Young students tend to see data as individual cases and measurement values as inseparable

from an object or person measured. Students who cannot develop a notion of an organizing

structure with which they can see the whole instead of just the elements, miss the essential

point of doing statistics, which is predicting properties of aggregates (Bakker & Hoffmann,

2005). Therefore, developing students’ aggregate view of data is a key challenge in statistics

education (Bakker, Biehler, & Konold, 2004). It has been suggested that placing statistical

modeling at the heart of statistics learning can address this challenge by supporting students’

search for patterns in data and account for variation in these patterns (Pfannkuch & Wild,

2004). In this paper, we closely study this assertion. This case study is part of a UK-Israel

research projecti (Ainley, Aridor, Ben-Zvi, Manor, & Pratt, 2013) that demonstrates how

fifth-graders’ modeling of an authentic phenomenon using TinkerPlots2 (TP2, Konold &

Miller, 2011) can support the emergence of aggregate view of data. We focus on the ways

they shifted between local and aggregate views of data while reasoning about models and

their context in the context of making informal statistical inference.

Literature review

Informal Statistical Inference (ISI) is a relatively new theoretical construct and pedagogical

approach aiming at deepening learners’ understanding of statistical inference in relation to

other key statistical ideas (Garfield & Ben-Zvi, 2008). ISI is based on making generalizations

beyond the given data, expressing uncertainty using a probabilistic language and using data

as evidence for those generalizations. The main goal of teaching ISI is to deepen the

understanding of the purpose and the gain that can be driven from the data and its

interpretations (Makar & Rubin, 2009). The reasoning process leading to making ISIs is

Informal Inferential Reasoning (IIR, Ben-Zvi, Gil, & Apel, 2007; Makar, Bakker, & Ben-Zvi,

2011). IIR is a cognitive activity engaged in formulating generalizations (e.g., conclusions,

predictions) from random samples of data using various statistical tools, while considering

and articulating evidence and uncertainty. IIR involves reasoning with several key statistical

ideas such as: sample size, sampling variability, controlling for bias, uncertainty and

properties of data aggregates (Rubin, Hammerman, & Konold, 2006).

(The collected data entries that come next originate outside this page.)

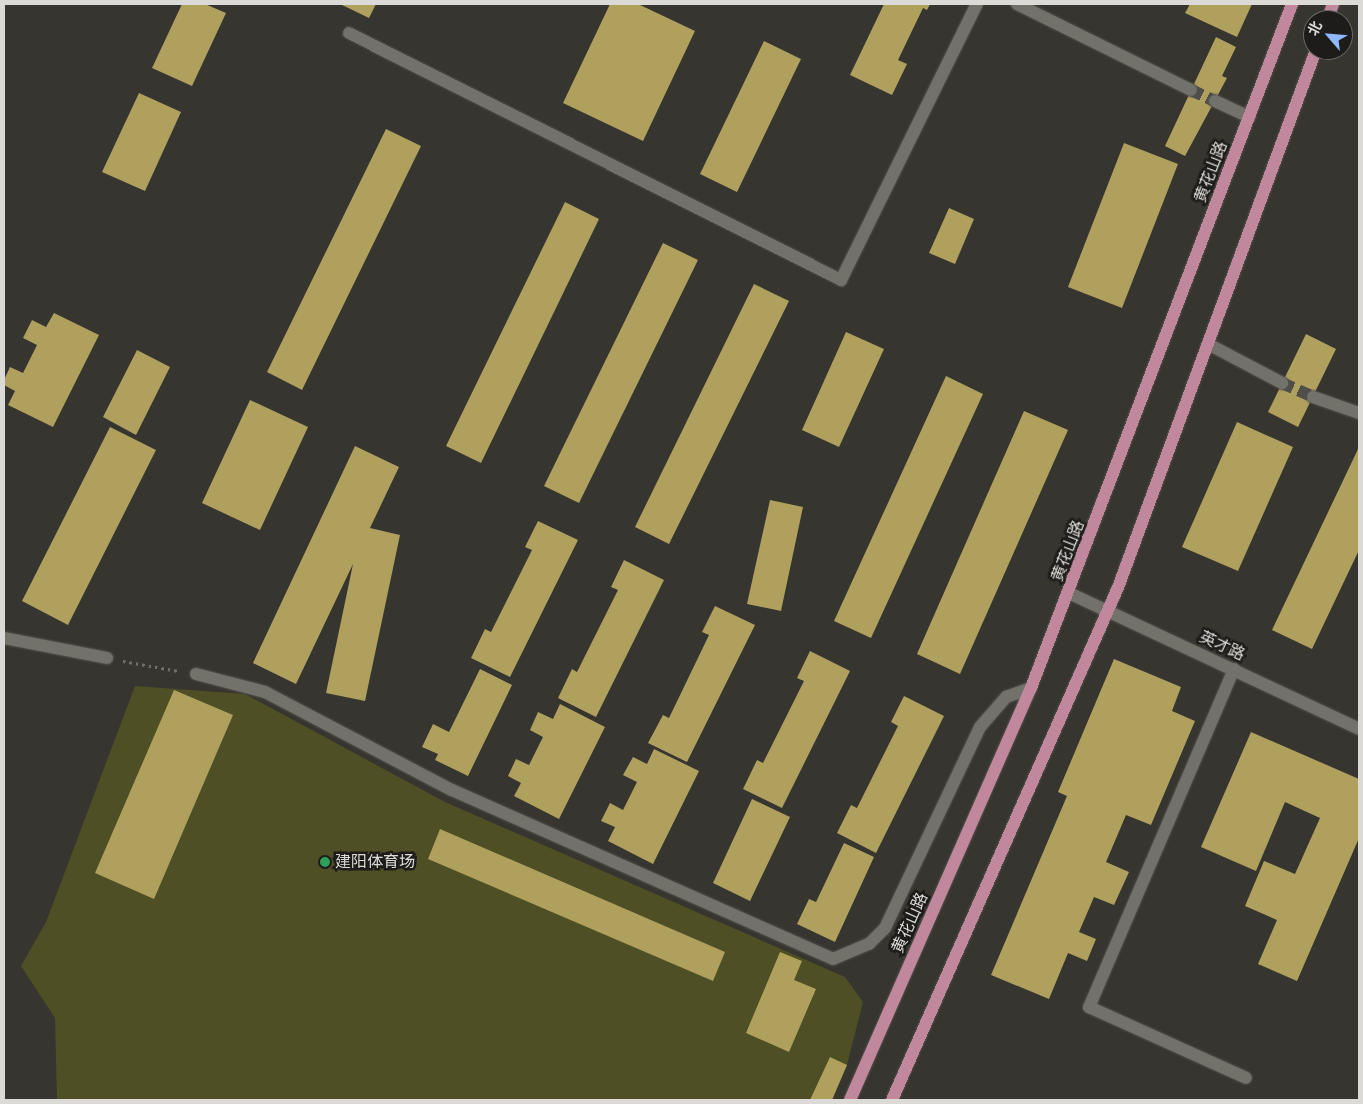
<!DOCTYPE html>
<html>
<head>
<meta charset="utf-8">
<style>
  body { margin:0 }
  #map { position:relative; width:1363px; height:1104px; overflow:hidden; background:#36352f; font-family:"Zilla Slab","Noto Sans SC",serif }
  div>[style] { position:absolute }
  .green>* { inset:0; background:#4e4f24 }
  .building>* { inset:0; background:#afa05e }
  .minor-tunnel>* { height:12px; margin-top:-6px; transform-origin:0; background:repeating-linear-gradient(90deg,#4f4e48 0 12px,transparent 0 18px) }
  .path>* { height:3px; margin-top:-1.5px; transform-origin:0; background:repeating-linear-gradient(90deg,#706f6a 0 2.5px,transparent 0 6.5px) }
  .roads { filter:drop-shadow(0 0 1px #53514c) drop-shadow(0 0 1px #53514c) }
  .minor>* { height:12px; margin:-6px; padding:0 6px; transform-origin:6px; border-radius:6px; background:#72716a }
  .major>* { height:12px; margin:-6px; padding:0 6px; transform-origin:6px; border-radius:6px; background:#c0879d }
  .dots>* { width:14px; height:14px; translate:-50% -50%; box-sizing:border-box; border:2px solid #1d1c1a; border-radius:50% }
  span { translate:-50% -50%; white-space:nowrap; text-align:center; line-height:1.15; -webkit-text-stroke:5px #1d1c1a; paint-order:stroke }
  .street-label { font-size:16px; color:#dbdad6 }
  .poi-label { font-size:16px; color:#dbdad6 }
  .left { translate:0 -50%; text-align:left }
  .frame { position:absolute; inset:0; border:5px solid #dbdad6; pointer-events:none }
  .north { position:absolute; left:1303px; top:10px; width:50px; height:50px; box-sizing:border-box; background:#1d1c1a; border:1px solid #696865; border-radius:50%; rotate:297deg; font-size:14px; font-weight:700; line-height:20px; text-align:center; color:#dbdad6 }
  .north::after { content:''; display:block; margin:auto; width:18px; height:22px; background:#8fb8fd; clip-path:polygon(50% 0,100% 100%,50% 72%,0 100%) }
</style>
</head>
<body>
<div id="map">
  <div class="green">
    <div style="clip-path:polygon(135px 686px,245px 694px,445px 802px,845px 977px,863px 1002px,847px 1065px,832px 1100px,57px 1100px,55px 1018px,21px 966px,46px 922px)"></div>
  </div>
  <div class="building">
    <div style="clip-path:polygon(182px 4px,205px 4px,226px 13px,192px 86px,152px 68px)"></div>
    <div style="clip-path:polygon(340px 4px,376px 4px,369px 18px)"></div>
    <div style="clip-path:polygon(610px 4px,638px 4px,695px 31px,643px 141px,563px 103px)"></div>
    <div style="clip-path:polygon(884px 4px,930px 4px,927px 10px,923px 8px,898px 60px,907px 64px,892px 95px,850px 75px)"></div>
    <div style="clip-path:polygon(1190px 4px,1252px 4px,1237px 37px,1185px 13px)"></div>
    <div style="clip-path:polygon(1216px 37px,1236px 47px,1222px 76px,1227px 78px,1185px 156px,1165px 146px)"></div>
    <div style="clip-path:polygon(764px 41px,801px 59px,737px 192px,700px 174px)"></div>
    <div style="clip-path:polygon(139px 93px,181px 112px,145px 191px,102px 172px)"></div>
    <div style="clip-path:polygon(386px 129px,421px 146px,302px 390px,267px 372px)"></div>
    <div style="clip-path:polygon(1124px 143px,1178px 164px,1122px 308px,1068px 287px)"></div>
    <div style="clip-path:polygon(565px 202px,599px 219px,481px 463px,446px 446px)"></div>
    <div style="clip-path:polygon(949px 208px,974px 219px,955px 264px,929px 253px)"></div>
    <div style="clip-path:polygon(663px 243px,698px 260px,579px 503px,544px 486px)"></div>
    <div style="clip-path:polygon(754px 284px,789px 301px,669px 544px,635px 527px)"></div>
    <div style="clip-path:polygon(54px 313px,99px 335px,53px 427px,8px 405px,15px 391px,4px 385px,4px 380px,10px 367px,23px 373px,37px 345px,23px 338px,32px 320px,46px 327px)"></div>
    <div style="clip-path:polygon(846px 332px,884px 349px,839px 447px,802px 430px)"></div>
    <div style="clip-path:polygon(1306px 334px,1336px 349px,1298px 427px,1268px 412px)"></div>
    <div style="clip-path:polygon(137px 350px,170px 367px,136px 435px,103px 417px)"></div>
    <div style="clip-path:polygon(946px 376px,983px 394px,871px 638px,834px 621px)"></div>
    <div style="clip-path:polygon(250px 400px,308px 427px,260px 530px,202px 503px)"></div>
    <div style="clip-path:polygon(1024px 411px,1068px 430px,960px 674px,917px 654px)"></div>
    <div style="clip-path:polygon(1237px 422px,1293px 447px,1238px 571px,1182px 547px)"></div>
    <div style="clip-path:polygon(110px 427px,156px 450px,68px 625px,22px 601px)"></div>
    <div style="clip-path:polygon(355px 446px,399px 467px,370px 528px,400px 535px,365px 701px,326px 693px,353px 564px,296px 684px,253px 663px)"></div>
    <div style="clip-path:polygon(1359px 447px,1359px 550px,1312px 649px,1272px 630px)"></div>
    <div style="clip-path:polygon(770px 500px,803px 507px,781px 611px,747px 604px)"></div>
    <div style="clip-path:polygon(538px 521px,578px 540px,510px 677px,471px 658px,485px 629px,491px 632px,532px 550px,525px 547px)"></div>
    <div style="clip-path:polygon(624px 560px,664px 580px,596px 717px,558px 698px,572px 669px,577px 672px,618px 590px,611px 587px)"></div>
    <div style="clip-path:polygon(715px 606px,755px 625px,687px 762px,648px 743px,663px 715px,669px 718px,709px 635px,702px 632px)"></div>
    <div style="clip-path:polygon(810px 651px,850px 671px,782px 808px,743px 789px,757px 760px,763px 763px,804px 681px,797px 678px)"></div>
    <div style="clip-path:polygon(1114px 659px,1181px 687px,1172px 711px,1195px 721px,1151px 825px,1126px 815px,1106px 862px,1129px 872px,1114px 905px,1094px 897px,1079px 932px,1096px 939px,1087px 961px,1068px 953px,1049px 999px,991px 975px,1067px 796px,1058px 792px)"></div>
    <div style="clip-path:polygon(480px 669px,512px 685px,468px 776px,435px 760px,438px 754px,422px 747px,433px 724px,449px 732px)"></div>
    <div style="clip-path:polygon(174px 690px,233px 715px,154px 899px,95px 873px)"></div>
    <div style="clip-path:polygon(904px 696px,944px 716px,876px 853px,837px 833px,851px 805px,857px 808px,898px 726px,891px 722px)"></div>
    <div style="clip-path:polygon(560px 704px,605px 727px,559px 819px,514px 796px,521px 783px,508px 776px,516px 759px,529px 765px,543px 737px,530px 730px,538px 712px,553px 719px)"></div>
    <div style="clip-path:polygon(1251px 732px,1359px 779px,1359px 838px,1297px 981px,1258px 964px,1277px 920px,1245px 906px,1264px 861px,1295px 874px,1320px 818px,1285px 802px,1256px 871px,1201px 847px)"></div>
    <div style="clip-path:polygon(654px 749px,699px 771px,653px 864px,608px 841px,615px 827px,601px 821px,610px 803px,623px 810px,637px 782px,623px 775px,633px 757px,647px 764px)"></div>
    <div style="clip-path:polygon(752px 799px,790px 817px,750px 901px,713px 883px)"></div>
    <div style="clip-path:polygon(440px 829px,725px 952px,713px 981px,428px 859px)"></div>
    <div style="clip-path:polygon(844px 843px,874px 857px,835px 942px,797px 924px,809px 899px,816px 902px)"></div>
    <div style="clip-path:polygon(780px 952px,802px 961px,794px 980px,816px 989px,789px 1052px,746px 1033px)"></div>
    <div style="clip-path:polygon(830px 1057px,847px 1065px,832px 1100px,810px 1100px)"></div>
  </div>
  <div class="minor-tunnel">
    <div style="left:1191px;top:90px;width:26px;rotate:25deg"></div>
    <div style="left:1282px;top:383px;width:34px;rotate:24deg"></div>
  </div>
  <div class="path">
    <div style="left:123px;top:661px;width:56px;rotate:10.3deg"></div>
  </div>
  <div class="roads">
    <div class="minor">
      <div style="left:1017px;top:4px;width:194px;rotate:26.3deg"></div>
      <div style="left:349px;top:33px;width:551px;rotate:26.66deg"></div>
      <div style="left:841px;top:280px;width:308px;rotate:-63.8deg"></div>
      <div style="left:1215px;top:101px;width:38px;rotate:25deg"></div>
      <div style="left:1208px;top:344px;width:84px;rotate:27.8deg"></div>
      <div style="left:1313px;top:397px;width:49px;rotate:19.2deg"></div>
      <div style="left:1069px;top:593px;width:320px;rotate:25.1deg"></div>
      <div style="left:4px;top:638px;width:105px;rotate:11deg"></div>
      <div style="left:1234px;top:669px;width:368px;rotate:113.2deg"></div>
      <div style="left:1089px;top:1007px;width:172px;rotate:24.3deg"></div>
      <div style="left:196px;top:674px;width:71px;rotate:14.6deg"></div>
      <div style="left:265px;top:692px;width:211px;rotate:27.7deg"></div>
      <div style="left:452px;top:790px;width:417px;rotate:23.9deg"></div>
      <div style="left:833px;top:959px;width:39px;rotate:-23deg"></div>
      <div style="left:869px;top:944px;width:23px;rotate:-45deg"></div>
      <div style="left:885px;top:928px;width:222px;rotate:-64.7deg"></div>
      <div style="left:980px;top:727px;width:40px;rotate:-49deg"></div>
      <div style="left:1006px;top:697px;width:27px;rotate:-20deg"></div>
    </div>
    <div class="major">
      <div style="left:1327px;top:20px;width:17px;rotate:-69deg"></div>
      <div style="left:850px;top:1100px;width:450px;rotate:-66.3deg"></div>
      <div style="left:1031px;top:688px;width:732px;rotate:-69.11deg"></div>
      <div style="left:892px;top:1100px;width:563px;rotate:-66.21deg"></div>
      <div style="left:1119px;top:585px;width:570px;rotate:-69.79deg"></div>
    </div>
  </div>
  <div class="dots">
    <div style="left:325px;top:862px;background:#2e9e5b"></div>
  </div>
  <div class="street-label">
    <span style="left:1211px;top:172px;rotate:-69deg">黄花山路</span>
    <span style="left:1068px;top:551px;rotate:-69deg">黄花山路</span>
    <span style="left:1222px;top:646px;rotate:25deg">英才路</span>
    <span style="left:910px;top:923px;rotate:-66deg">黄花山路</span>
  </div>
  <div class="poi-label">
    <span class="left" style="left:335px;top:862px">建阳体育场</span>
  </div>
  <div class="frame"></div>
  <div class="north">北</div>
</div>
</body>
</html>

Aggregate view of data. Statistical thinking is developed from a partial or local view of data

toward a global view of data (Konold et al., 2014), and the ability to flexibly shift between

these views (Ben-Zvi & Arcavi, 2001a). Such reasoning is called aggregate view of data, or

aggregate reasoning. Konold et al. (2014) defined a hierarchy of three other perspectives for

viewing data that are taken by students and are encapsulated by aggregate reasoning: 1) data

as pointers to the context of the source of the data, without referring to the data itself (there is

no fundamental unit). Data cases are served as reminders to the larger event from which it

came (e.g., refereeing to events that happened during the data collection and are not

necessarily seen in the data); 2) data as case values that provide information about the value

of some attribute for each individual case. Individual cases are perceived as the fundamental

unit for analysis and focusing on their characteristics (e.g., focusing on extreme values); 3)

data as classifiers, that give information about the frequency of cases with a particular

attribute value. Such cases are perceived as a unit with similar properties (e.g., the mode of

the data). The way that the data is viewed depends on the purpose of the data collection, the

context of the problem, and on the questions that are asked, and influences the way the data is

handled, e.g., the research questions, data representations, interpretation from data and

inference (Konold et al., 2014).

When viewing data as an aggregate, a data set is considered as an entity, or as a group,

with emergent properties, which are different from the properties of the individual cases

themselves (Friel, 2007). The notion of distribution as an organizing conceptual structure is

supported by aggregate reasoning (Bakker & Gravemeijer, 2004) that allows concentration on

the distribution’s emergent features such as: the general shape, how spread out the cases are,

and where the cases tend to be concentrated within the distribution (Konold et al., 2014).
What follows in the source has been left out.